**RECORDS PROVIDED**
--- START ---
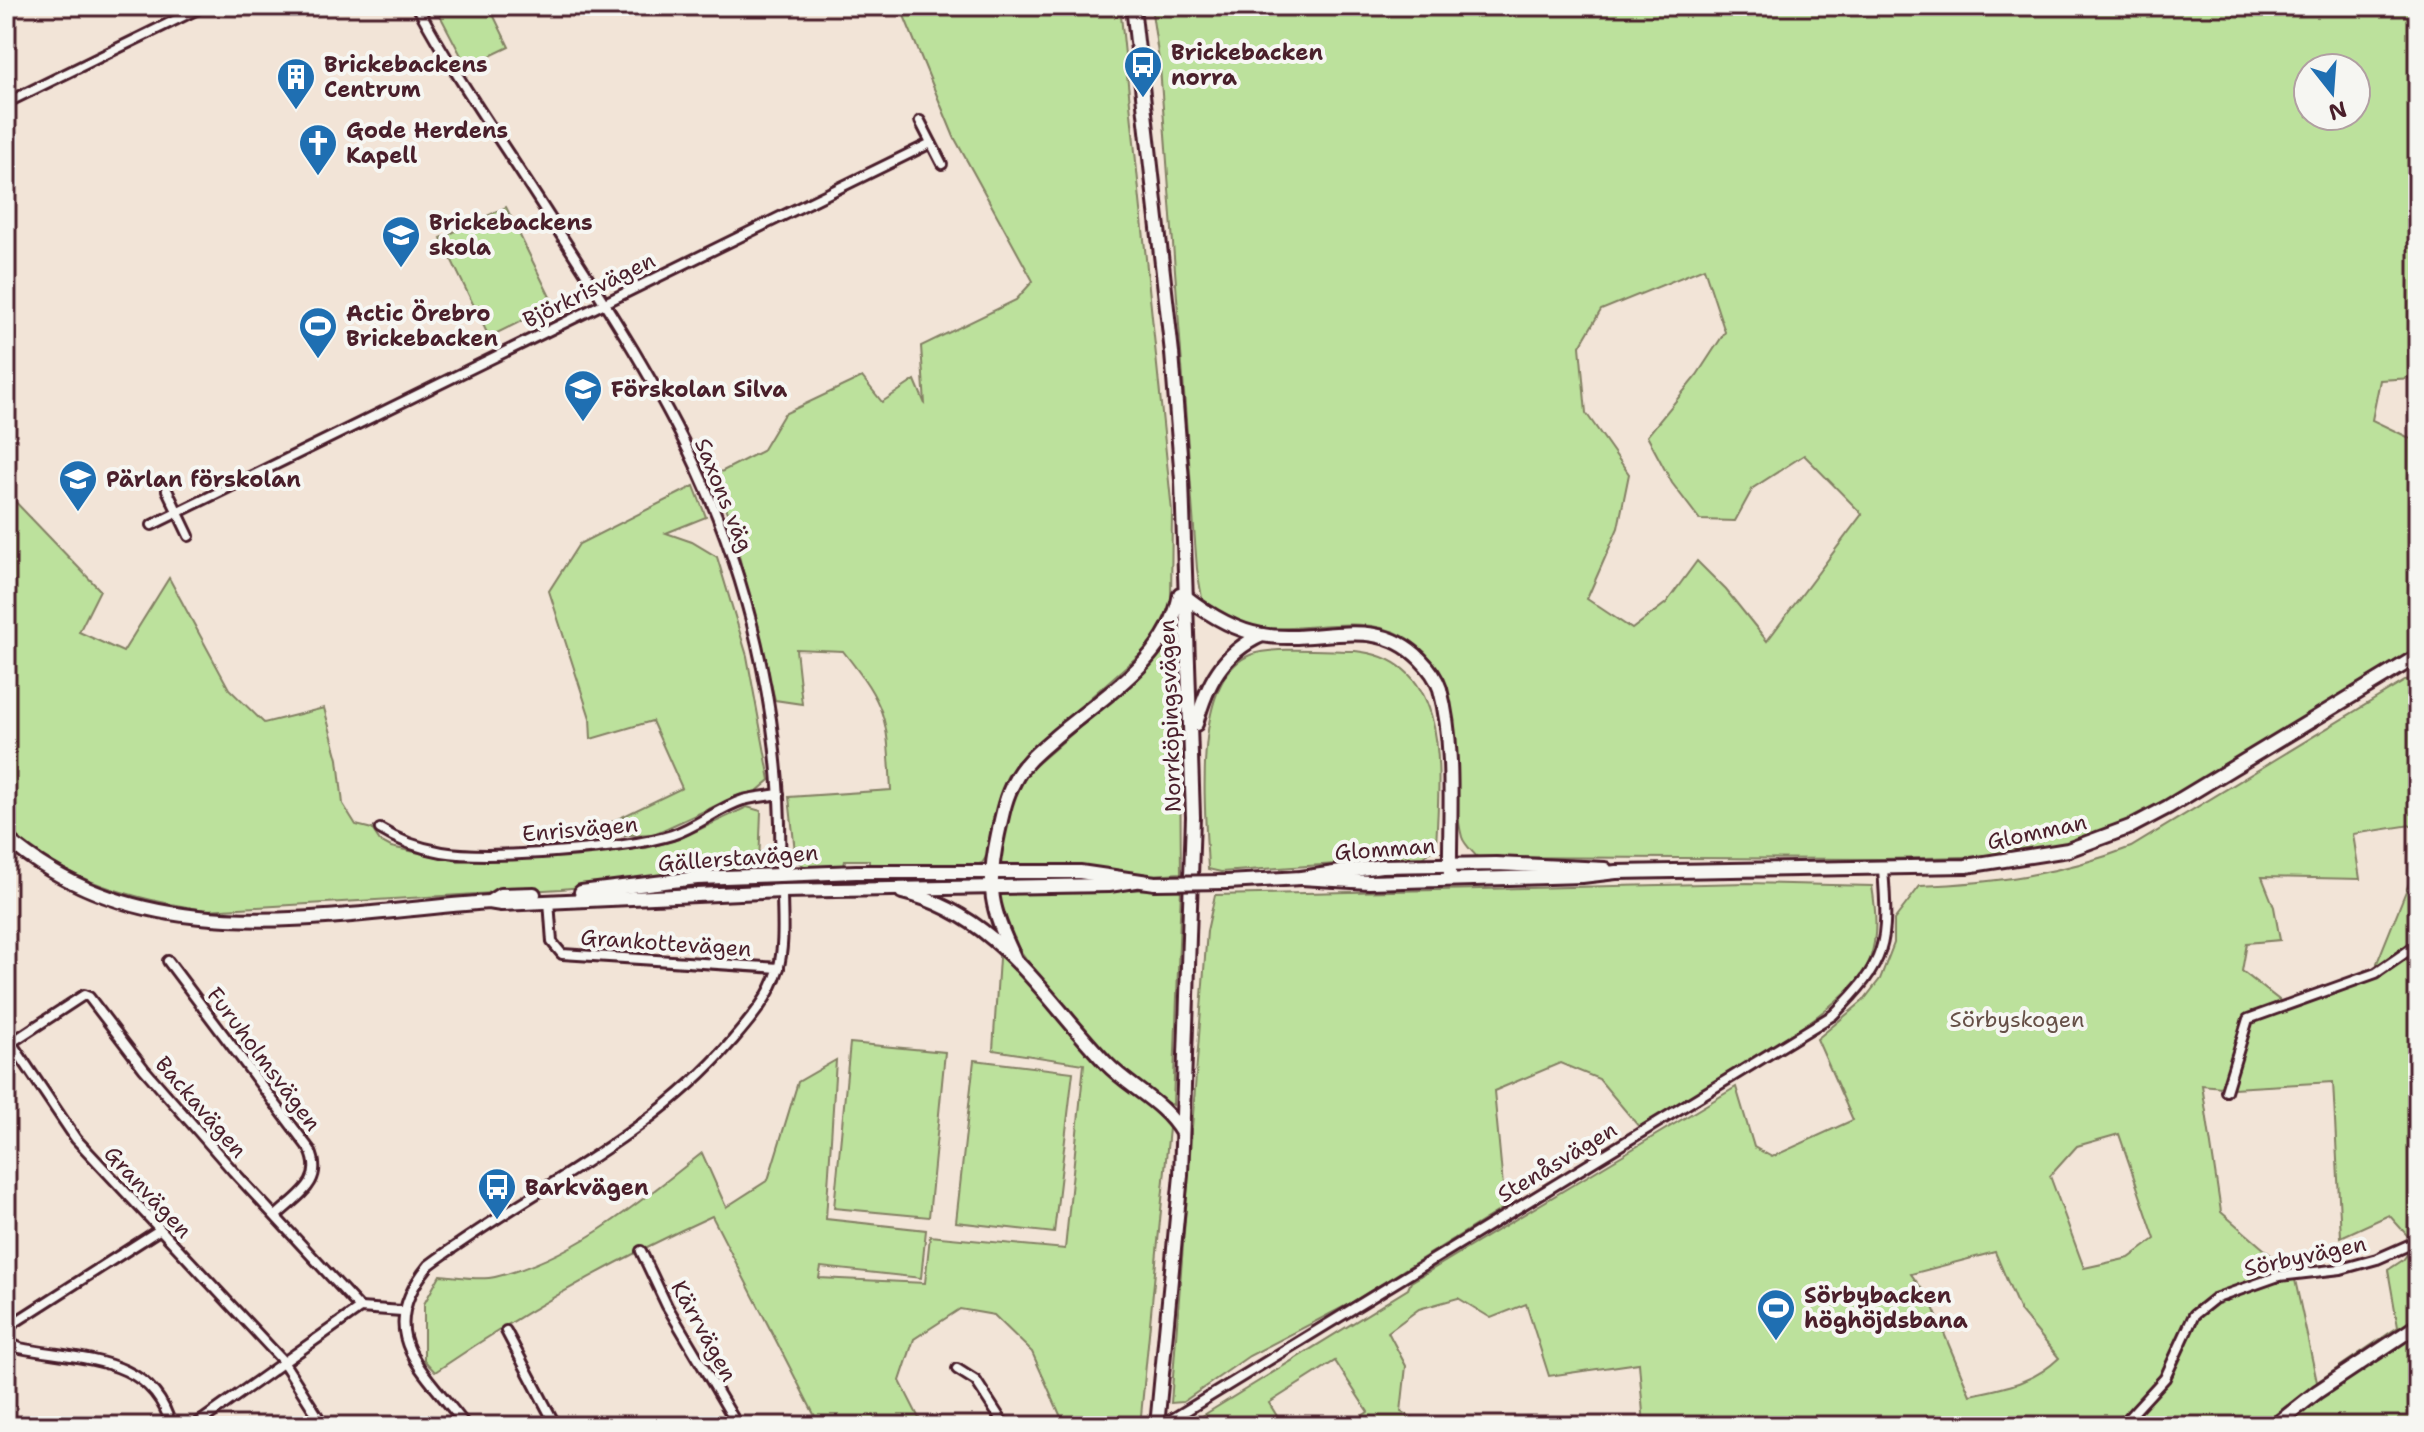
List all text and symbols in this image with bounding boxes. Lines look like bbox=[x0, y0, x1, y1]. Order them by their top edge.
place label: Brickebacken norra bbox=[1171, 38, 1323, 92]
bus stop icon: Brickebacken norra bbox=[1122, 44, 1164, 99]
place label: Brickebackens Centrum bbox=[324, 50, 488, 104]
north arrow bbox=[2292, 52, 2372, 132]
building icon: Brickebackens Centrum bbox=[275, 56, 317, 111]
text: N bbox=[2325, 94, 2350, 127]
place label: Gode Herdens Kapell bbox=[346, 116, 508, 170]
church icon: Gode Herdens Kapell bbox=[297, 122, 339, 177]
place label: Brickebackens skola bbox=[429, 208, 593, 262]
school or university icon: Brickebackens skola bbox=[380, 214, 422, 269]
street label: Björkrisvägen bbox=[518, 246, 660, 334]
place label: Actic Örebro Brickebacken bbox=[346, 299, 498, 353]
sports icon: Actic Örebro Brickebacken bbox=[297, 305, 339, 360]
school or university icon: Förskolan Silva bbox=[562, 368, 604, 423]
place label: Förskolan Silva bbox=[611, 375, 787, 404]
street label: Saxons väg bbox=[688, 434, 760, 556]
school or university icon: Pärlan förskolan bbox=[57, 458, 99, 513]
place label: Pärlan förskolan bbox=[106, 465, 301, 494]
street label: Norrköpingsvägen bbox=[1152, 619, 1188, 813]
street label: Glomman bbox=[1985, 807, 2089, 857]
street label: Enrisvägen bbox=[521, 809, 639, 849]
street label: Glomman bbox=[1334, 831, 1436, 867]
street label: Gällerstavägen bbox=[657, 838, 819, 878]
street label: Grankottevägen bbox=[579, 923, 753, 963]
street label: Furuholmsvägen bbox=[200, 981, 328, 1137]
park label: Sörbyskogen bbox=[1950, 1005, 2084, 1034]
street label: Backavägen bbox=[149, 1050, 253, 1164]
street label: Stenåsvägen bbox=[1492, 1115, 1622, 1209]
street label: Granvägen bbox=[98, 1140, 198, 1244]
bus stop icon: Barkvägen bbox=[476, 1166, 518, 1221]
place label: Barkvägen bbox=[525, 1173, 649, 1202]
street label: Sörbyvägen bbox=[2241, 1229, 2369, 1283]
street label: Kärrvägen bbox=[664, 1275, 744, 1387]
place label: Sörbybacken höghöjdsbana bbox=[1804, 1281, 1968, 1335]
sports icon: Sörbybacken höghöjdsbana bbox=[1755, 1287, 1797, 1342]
--- END ---
**WHAT THE TASK REQUIRES**
Leaving the images behind, set down every entry word for word.

**PROBLEM SOLUTION**
List all text and symbols in this image with bounding boxes. Lines look like bbox=[x0, y0, x1, y1]. Order them by their top edge.
place label: Brickebacken norra bbox=[1171, 38, 1323, 92]
bus stop icon: Brickebacken norra bbox=[1122, 44, 1164, 99]
place label: Brickebackens Centrum bbox=[324, 50, 488, 104]
north arrow bbox=[2292, 52, 2372, 132]
building icon: Brickebackens Centrum bbox=[275, 56, 317, 111]
text: N bbox=[2325, 94, 2350, 127]
place label: Gode Herdens Kapell bbox=[346, 116, 508, 170]
church icon: Gode Herdens Kapell bbox=[297, 122, 339, 177]
place label: Brickebackens skola bbox=[429, 208, 593, 262]
school or university icon: Brickebackens skola bbox=[380, 214, 422, 269]
street label: Björkrisvägen bbox=[518, 246, 660, 334]
place label: Actic Örebro Brickebacken bbox=[346, 299, 498, 353]
sports icon: Actic Örebro Brickebacken bbox=[297, 305, 339, 360]
school or university icon: Förskolan Silva bbox=[562, 368, 604, 423]
place label: Förskolan Silva bbox=[611, 375, 787, 404]
street label: Saxons väg bbox=[688, 434, 760, 556]
school or university icon: Pärlan förskolan bbox=[57, 458, 99, 513]
place label: Pärlan förskolan bbox=[106, 465, 301, 494]
street label: Norrköpingsvägen bbox=[1152, 619, 1188, 813]
street label: Glomman bbox=[1985, 807, 2089, 857]
street label: Enrisvägen bbox=[521, 809, 639, 849]
street label: Glomman bbox=[1334, 831, 1436, 867]
street label: Gällerstavägen bbox=[657, 838, 819, 878]
street label: Grankottevägen bbox=[579, 923, 753, 963]
street label: Furuholmsvägen bbox=[200, 981, 328, 1137]
park label: Sörbyskogen bbox=[1950, 1005, 2084, 1034]
street label: Backavägen bbox=[149, 1050, 253, 1164]
street label: Stenåsvägen bbox=[1492, 1115, 1622, 1209]
street label: Granvägen bbox=[98, 1140, 198, 1244]
bus stop icon: Barkvägen bbox=[476, 1166, 518, 1221]
place label: Barkvägen bbox=[525, 1173, 649, 1202]
street label: Sörbyvägen bbox=[2241, 1229, 2369, 1283]
street label: Kärrvägen bbox=[664, 1275, 744, 1387]
place label: Sörbybacken höghöjdsbana bbox=[1804, 1281, 1968, 1335]
sports icon: Sörbybacken höghöjdsbana bbox=[1755, 1287, 1797, 1342]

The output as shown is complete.